Universal Stability of Two-Dimensional Traditional Semiconductors
Prof. Shen-Bai Zhang
Rensselaer Polytechnic Institute, USA

Interest in two dimensional materials has exploded in recent years. Not only are they studied due to their novel electronic properties, such as the emergent Dirac Fermion in graphene, but also as a new paradigm in which stacking layers of distinct two-dimensional materials may enable different functionalities or devices. Here, through first-principles theory, we reveal a large new class of two-dimensional materials which are derived from traditional III-V, II-VI, and I-VII semiconductors.
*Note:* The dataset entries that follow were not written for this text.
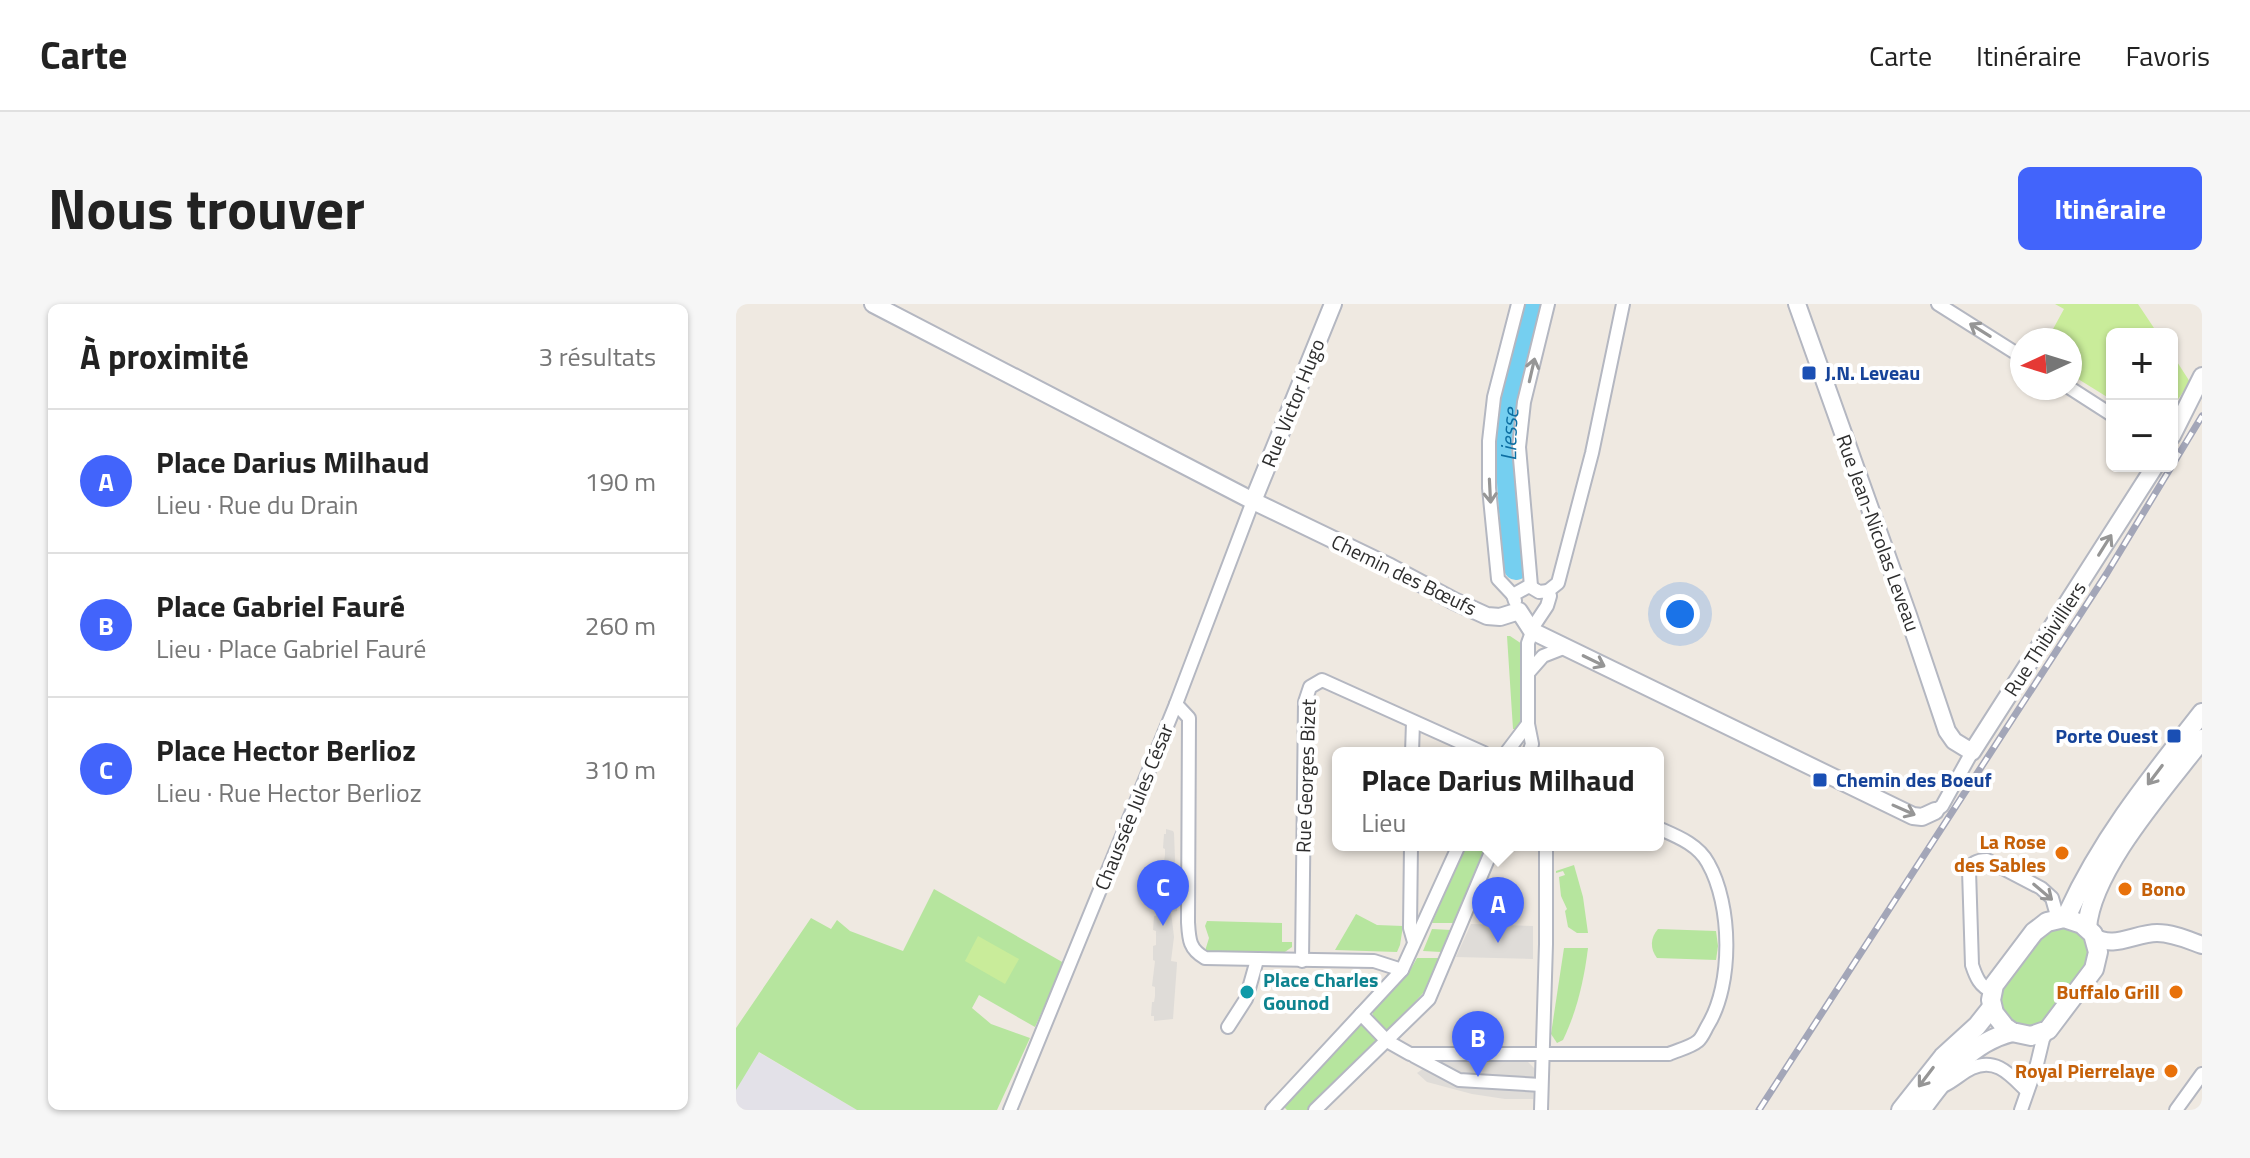 <!DOCTYPE html>
<html lang="fr">
<head>
<meta charset="utf-8">
<style>
  body { margin:0; font-family:"Titillium Web",sans-serif; background:#f6f6f6; color:#222 }
  .controls { position:absolute; right:24px; top:24px; display:grid; overflow:hidden; border-radius:12px; box-shadow:0 2px 6px #0004 }
  .controls button { width:72px; height:72px; display:grid; place-items:center; padding:0; border:0; border-bottom:2px solid #e0e0e0; background:#fff; color:#222; font:40px sans-serif }
  .compass { position:absolute; left:1274px; top:24px; width:72px; height:72px; border-radius:50%; background:#fff; box-shadow:0 2px 6px #0004; rotate:266deg }
  .you { position:absolute; left:944px; top:310px; width:28px; height:28px; margin:-20px; border:6px solid #fff; border-radius:50%; background:#1a73e8; box-shadow:0 0 0 12px #1a73e833 }
  .badge { display:grid; place-items:center; width:52px; height:52px; border-radius:50%; background:#4264fb; color:#fff; font-size:26px; font-weight:700 }
  .pin { position:absolute; translate:-50% -66px; filter:drop-shadow(0 2px 4px #0008) }
  .pin::after { content:''; position:absolute; top:42px; width:28px; height:24px; background:inherit; clip-path:polygon(0 0,100% 0,50% 100%) }
  .popup { position:absolute; left:596px; top:443px; width:332px; height:104px; box-sizing:border-box; display:grid; place-content:center; border-radius:12px; background:#fff; filter:drop-shadow(0 2px 6px #0005); font-size:26px; white-space:nowrap; color:#767676 }
  .popup b { font-size:30px; color:#222 }
  .popup::after { content:''; position:absolute; left:50%; top:100%; margin-left:-16px; border:16px solid transparent; border-top-color:#fff }
  .list { margin:0; padding:0; list-style:none }
  h2 { display:flex; justify-content:space-between; align-items:center; height:104px; margin:0; padding:0 32px; font-size:34px }
  h2 small { font-size:26px; font-weight:400; color:#767676 }
  .list li { display:grid; grid-template-columns:52px 1fr auto; gap:24px; align-items:center; box-sizing:border-box; height:144px; padding:0 32px; border-top:2px solid #e0e0e0 }
  .list b { display:block; font-size:30px; white-space:nowrap }
  .list p { margin:0; font-size:26px; white-space:nowrap; color:#767676 }
  .list em { font-size:26px; font-style:normal; color:#767676 }
  .map { position:relative; flex:none; width:1466px; height:806px; overflow:hidden; border-radius:12px }
  header { display:flex; align-items:center; gap:48px; box-sizing:border-box; height:112px; padding:0 40px; background:#fff; border-bottom:2px solid #e0e0e0 }
  header strong { font-size:38px }
  nav { display:flex; gap:44px; margin-inline-start:auto; font-size:28px }
  .intro { display:flex; align-items:center; justify-content:space-between; box-sizing:border-box; height:192px; padding:0 48px }
  h1 { margin:0; font-size:56px }
  .button { padding:20px 36px; border-radius:12px; background:#4264fb; color:#fff; font-size:28px; font-weight:700 }
  main { display:flex; gap:48px; padding:0 48px }
  aside { flex:1; background:#fff; border-radius:12px; box-shadow:0 2px 6px #0004 }
  .map>svg:first-child { display:block }
</style>
</head>
<body>
<header>
<strong>Carte</strong>
<nav><a>Carte</a><a>Itinéraire</a><a>Favoris</a></nav>
</header>
<div class="intro"><h1>Nous trouver</h1><a class="button">Itinéraire</a></div>
<main>
<aside>
<h2>À proximité<small>3 résultats</small></h2>
<ul class="list">
<li><span class="badge">A</span><div><b>Place Darius Milhaud</b><p>Lieu · Rue du Drain</p></div><em>190 m</em></li>
<li><span class="badge">B</span><div><b>Place Gabriel Fauré</b><p>Lieu · Place Gabriel Fauré</p></div><em>260 m</em></li>
<li><span class="badge">C</span><div><b>Place Hector Berlioz</b><p>Lieu · Rue Hector Berlioz</p></div><em>310 m</em></li>
</ul>
</aside>
<div class="map">
<svg width="1466" height="806" viewBox="0 0 1466 806">
  <rect width="100%" height="100%" fill="#efe9e1"/>
  <path fill="#e3e1e8" d="M0 735 121 806H0Z"/>
  <g fill="#b6e59e">
    <path d="M771 332H774L786 340 785 415V421L781 425H777Z"/>
    <path d="M730 541H756L720 619H696Z"/>
    <path d="M838 561 847 593 852 629H841L832 623 829 607 831 605 825 592 823 573 829 571 827 567 820 569V567Z"/>
    <path d="M198 585 328 659 299 723 243 691 236 704 255 720 294 734 261 806H121L23 748 0 786V724L75 614 95 625 101 616 114 627 167 647Z"/>
    <path d="M620 610 641 621 667 622 664 641 661 648 599 646Z"/>
    <path d="M471 617 546 619V638H556V643L546 650 472 648 469 647 473 634 469 622Z"/>
    <path d="M1323 623 1338 626 1349 637 1352 644 1351 659 1310 716 1296 723 1275 719 1263 703 1265 683 1308 628Z"/>
    <path d="M696 625 715 626 705 648 687 647Z"/>
    <path d="M922 625 980 627 982 642 980 656 921 654C914 645 914 634 922 625Z"/>
    <path d="M828 644H852C848 676 841 707 827 736L821 739 815 730Z"/>
    <path d="M681 654H705L688 688 652 727 638 714 636 707C653 691 670 676 681 654Z"/>
    <path d="M623 720H627L642 738 571 806H551L548 803Z"/>
  </g>
  <g fill="#c9ec9a">
    <path d="M1319 0H1402L1422 30H1376V96L1334 70V36H1311L1328 5Z"/>
    <path d="M1436 50 1454 78 1436 104Z"/>
    <path d="M242 632 283 655 269 680 229 657Z"/>
  </g>
  <g fill="#dfdcd8">
    <path d="M430 525 437 527 438 529 441 607 435 608 438 633 435 657 441 658V660L437 715 418 717V712H415L416 698H418L419 692V683L416 682 419 657 417 656V642L420 641V627L417 626 418 612H420V600H418V586H421V576L428 575 429 571H426L429 551V545L427 544 428 530H430Z"/>
    <path d="M735 620 797 622V655L720 653Z"/>
    <path d="M704 753 780 755 791 757 799 765 797 795H769L736 790 691 778 681 769Z"/>
  </g>
  <g fill="none" stroke-linecap="round" stroke-linejoin="round">
    <path stroke="#75cff0" stroke-width="24" id="s1" d="M780 264C776 217 770 169 773 121 776 81 791 39 801 0"/>
    <defs>
      <g id="minor">
        <path d="M1202 0 1286 53"/>
        <path d="M1334 84 1376 111"/>
        <path d="M795 282 783 143 788 98 812 0"/>
        <path d="M812 287 822 279 856 149 887 0"/>
        <path d="M777 291 762 275 753 184V137L758 93 782 0"/>
        <path d="M779 297 777 291 793 282 803 288 812 287 814 292 811 302 799 320 792 339V420L796 440 793 449"/>
        <path d="M793 368 807 352 830 343"/>
        <path d="M440 400 453 414 452 618C453 635 453 645 469 654L638 657 666 666"/>
        <path d="M676 449 677 418"/>
        <path d="M770 449 792 420"/>
        <path d="M1199 507 1206 502 1236 448"/>
        <path d="M675 541 674 624 678 638"/>
        <path d="M566 657 569 398 574 383 586 376 748 449"/>
        <path d="M1256 687C1244 683 1240 673 1236 661L1233 566C1236 558 1242 556 1251 556L1305 584 1316 594 1322 615"/>
        <path d="M625 710 651 737 674 750H933C942 746 955 743 962 737 966 734 969 726 972 721 997 680 996 601 972 559 962 540 940 532 922 524"/>
        <path d="M492 723 510 695 521 656"/>
        <path d="M678 752 723 776 805 781"/>
        <path d="M1209 781C1219 776 1227 768 1236 764 1261 753 1275 772 1291 787"/>
        <path d="M274 806 440 400 517 197"/>
        <path d="M536 806 666 666 723 541"/>
        <path d="M579 806 693 695 758 541"/>
        <path d="M805 806 810 640V541"/>
        <path d="M1285 806 1301 760 1307 735 1312 726"/>
        <path d="M1440 806 1466 770"/>
      </g>
      <g id="tertiary">
        <path d="M137 0 517 197 654 263 718 297 751 312 764 313 783 307 796 327 1177 512 1186 513 1199 507"/>
        <path d="M1061 0 1172 311 1211 427 1218 437 1236 448 1419 162"/>
        <path d="M1436 132 1466 72"/>
        <path d="M517 197 597 0"/>
        <path d="M1357 632C1377 646 1399 629 1421 629 1437 629 1452 636 1466 641"/>
      </g>
      <g id="secondary">
        <path d="M1328 614 1346 620 1357 630 1362 648 1358 665 1312 726 1295 732 1276 728 1269 723 1258 709 1255 696 1258 681 1298 628 1311 618Z"/>
        <path d="M1328 614 1333 607C1367 533 1416 473 1466 409"/>
        <path d="M1351 624C1355 565 1430 482 1466 435"/>
        <path d="M1165 806 1207 753 1241 722 1256 703"/>
        <path d="M1185 806C1210 772 1233 739 1276 728"/>
      </g>
    </defs>
    <use href="#minor" stroke="#b4b7c1" stroke-width="16"/>
    <use href="#tertiary" stroke="#b4b7c1" stroke-width="20"/>
    <use href="#secondary" stroke="#b4b7c1" stroke-width="22"/>
    <use href="#minor" stroke="#fff" stroke-width="12"/>
    <use href="#tertiary" stroke="#fff" stroke-width="16"/>
    <use href="#secondary" stroke="#fff" stroke-width="18"/>
    <defs>
      <path id="rail" d="M1023 806 1371 269 1466 112"/>
    </defs>
    <use href="#rail" stroke="#a3a6b8" stroke-width="7"/>
    <use href="#rail" stroke="#fff" stroke-width="4" stroke-dasharray="12" stroke-linecap="butt"/>
  </g>
  <defs><path id="oneway-shaft" d="M-6 0H5M1.5-3L5.5 0L1.5 3" fill="none" stroke-width="1.6" stroke-linecap="round" stroke-linejoin="round" transform="scale(2)"/></defs>
  <g stroke="#969696">
    <use href="#oneway-shaft" transform="translate(1244 26) rotate(-148)"/>
    <use href="#oneway-shaft" transform="translate(796 66) rotate(-77)"/>
    <use href="#oneway-shaft" transform="translate(754 187) rotate(87)"/>
    <use href="#oneway-shaft" transform="translate(1369 241) rotate(-58)"/>
    <use href="#oneway-shaft" transform="translate(858 357) rotate(26)"/>
    <use href="#oneway-shaft" transform="translate(1419 471) rotate(127)"/>
    <use href="#oneway-shaft" transform="translate(1168 506) rotate(24)"/>
    <use href="#oneway-shaft" transform="translate(1307 588) rotate(40)"/>
    <use href="#oneway-shaft" transform="translate(1190 773) rotate(127)"/>
  </g>
  <g fill="#1a4fb4" stroke="#fff" stroke-width="3">
    <rect x="1065" y="61" width="16" height="16" rx="4"/>
    <rect x="1430" y="424" width="16" height="16" rx="4"/>
    <rect x="1076" y="468" width="16" height="16" rx="4"/>
  </g>
  <g fill="#e8710a" stroke="#fff" stroke-width="3">
    <circle cx="1326" cy="549" r="8"/>
    <circle cx="1389" cy="585" r="8"/>
    <circle cx="1440" cy="688" r="8"/>
    <circle cx="1435" cy="767" r="8"/>
  </g>
  <circle fill="#0f9aa8" stroke="#fff" stroke-width="3" cx="511" cy="688" r="8"/>
  <g text-anchor="middle" stroke-width="8" stroke-linejoin="round" paint-order="stroke">
    <g font-size="20" font-weight="bold" fill="#164399" stroke="#fff" text-anchor="start">
      <text x="1089" y="76">J.N. Leveau</text>
      <text x="1422" y="439" text-anchor="end">Porte Ouest</text>
      <text x="1100" y="483">Chemin des Boeuf</text>
    </g>
    <g font-size="20" fill="#2e2e2e" stroke="#fff">
      <text transform="translate(557 99) rotate(-68)" y="7">Rue Victor Hugo</text>
      <text transform="translate(1142 229) rotate(70)" y="7">Rue Jean-Nicolas Leveau</text>
      <text transform="translate(668 271) rotate(26)" y="7">Chemin des Bœufs</text>
      <text transform="translate(1309 335) rotate(-57)" y="7">Rue Thibivilliers</text>
      <text transform="translate(570 472) rotate(-88)" y="7">Rue Georges Bizet</text>
      <text transform="translate(398 503) rotate(-68)" y="7">Chaussée Jules César</text>
    </g>
    <g font-size="20" font-weight="bold" fill="#c56008" stroke="#fff" text-anchor="end">
      <text x="1310" y="545">La Rose<tspan x="1310" dy="23">des Sables</tspan></text>
      <text x="1405" y="592" text-anchor="start">Bono</text>
      <text x="1424" y="695">Buffalo Grill</text>
      <text x="1419" y="774">Royal Pierrelaye</text>
    </g>
    <g font-size="20" font-weight="bold" fill="#0d838f" stroke="#fff" text-anchor="start">
      <text x="527" y="683">Place Charles<tspan x="527" dy="23">Gounod</tspan></text>
    </g>
    <g font-size="22" font-style="italic" fill="#0d6fa3" stroke="#fff">
      <text dy="8" stroke="none"><textPath href="#s1" startOffset="134">Liesse</textPath></text>
    </g>
  </g>
</svg>
<div class="controls">
<button>+</button>
<button>−</button>
</div>
<svg class="compass" viewBox="-18 -18 36 36"><path d="M0-13l5 13h-10z" fill="#e53935"/><path d="M0 13l5-13h-10z" fill="#767676"/></svg>
<div class="you"></div>
<div class="pin badge" style="left:762px;top:639px">A</div>
<div class="popup"><b>Place Darius Milhaud</b>Lieu</div>
<div class="pin badge" style="left:742px;top:773px">B</div>
<div class="pin badge" style="left:427px;top:622px">C</div>
</div>
</main>
</body>
</html>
It is found that in the ultra-thin limit most of the traditional binary semi-conductors studied (a series of 28 semiconductors) stabilize in a two dimensional double layer honeycomb (DLHC) structure, as opposed to the wurtzite or zinc-blende structures associated with three-dimensional bulk. Not only does this greatly increase the landscape of two-dimensional materials, but it is shown that in the double-layer honeycomb form, even ordinary semiconductors, such as GaAs, can exhibit exotic topological properties.

About the Speaker

Shengbai Zhang received his Ph. D. in Physics from the University of California at Berkeley in 1989. He moved to Xerox PARC as a postdoc, before joining the National Renewable Energy Laboratory in 1991. In 2008, he became the Senior Kodosky Constellation Chair Professor and Professor in Physics at Rensselaer Polytechnic Institute. His computational research covers a wide range of materials for bulk properties, defect structures, and surface physics. His recent work involves green photovoltaic materials, ultrafast phase change memory materials, topological carbon, two-dimensional layered structures, and excited state dynamics.